One practical corollary to these observations is the need for a computer-based data reduction process or “data funnel” that matches the volume, velocity, and/or variety of the original data sources with the ultimate needs of the organization.  In large organizations, this data funnel generally involves a mix of different technologies and people.  While it is not a complete characterization, some of these differences are evident from the primary software platforms used in the different stages of this data funnel: languages like HTML for dealing with web-based data sources; typically, some variant of SQL for dealing with large databases; a package like R for complex quantitative analysis; and often something like Microsoft Word, Excel, or PowerPoint delivers the final results.  In addition, to help coordinate some of these tasks, there are likely to be scripts, either in an operating system like UNIX or in a platform-independent scripting language like perl or Python.

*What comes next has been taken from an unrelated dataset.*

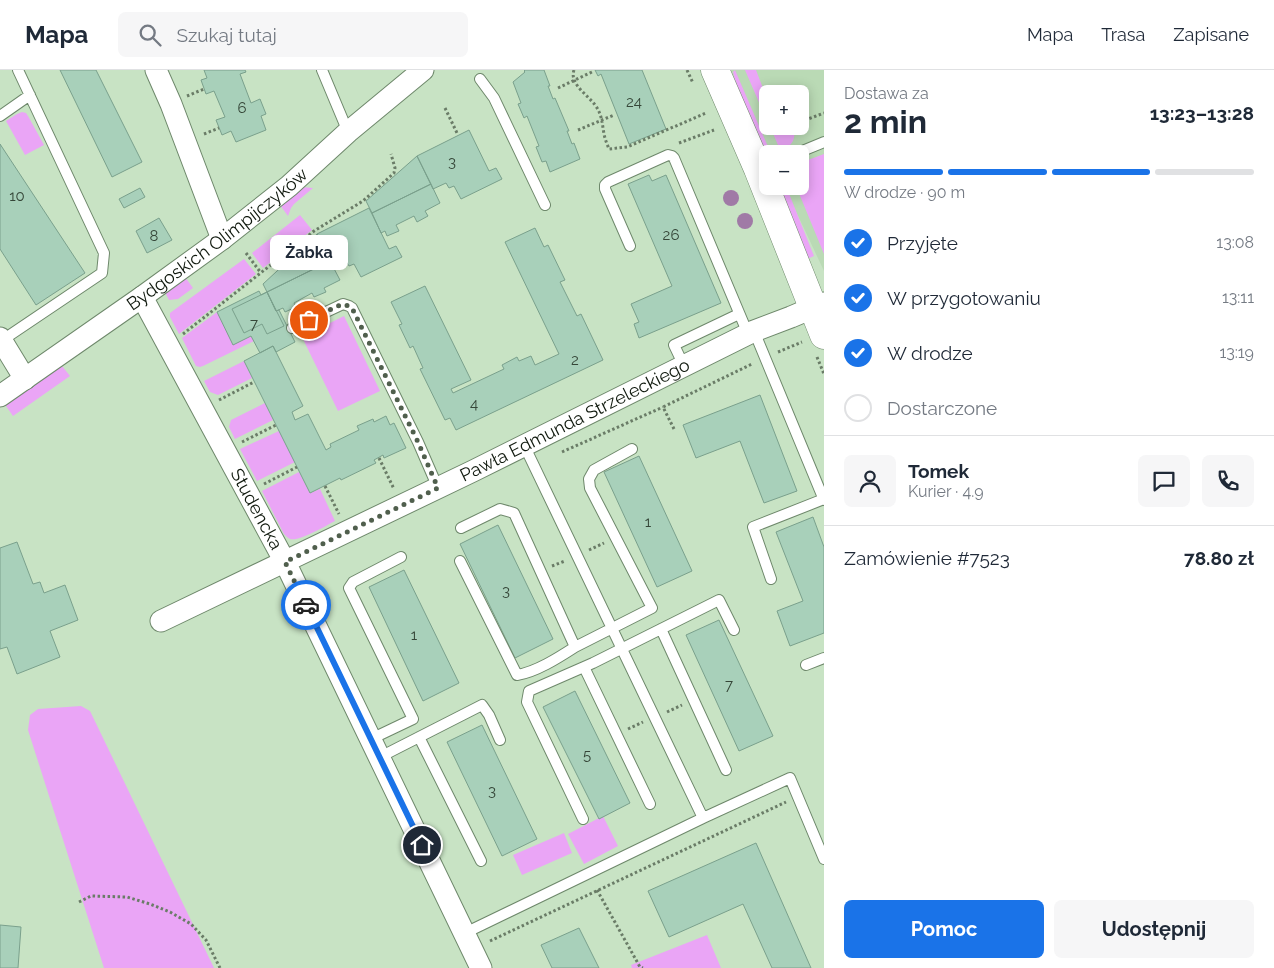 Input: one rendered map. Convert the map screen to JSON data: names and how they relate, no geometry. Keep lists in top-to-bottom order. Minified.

An important point omitted from all three articles is that there are at least two distinct application areas for Big Data:

1.      The class of “production applications,” which were discussed in these articles and illustrated with examples like the un-named U.S. airline described by McAfee and Brynjolfsson that adopted a vendor-supplied procedure to obtain better estimates of flight arrival times, improving their ability to schedule ground crews and saving several million dollars per year at each airport.  Similarly, the article by Barton and Court described a shipping company (again, un-named) that used real-time weather forecast data and shipping port status data, developing an automated system to improve the on-time performance of its fleet.  Examples like these describe automated systems put in place to continuously exploit a large but fixed data source. 
2.      The exploitation of Big Data for “one-off” analyses: a question is posed, and the data science team scrambles to find an answer.  This use is not represented by any of the examples described in these articles.  In fact, this second type of application overlaps a lot with the development process required to create a production application, although the end results are very different.  In particular, the end result of a one-off analysis is a single set of results, ultimately summarized to address the question originally posed.  In contrast, a production application requires continuing support and often has to meet challenging interface requirements between the IT systems that collect and preprocess the Big Data sources and those that are already in use by the end-users of the tool (e.g., a Hadoop cluster running in a UNIX environment versus periodic reports generated either automatically or on demand from a Microsoft Access database of summary information).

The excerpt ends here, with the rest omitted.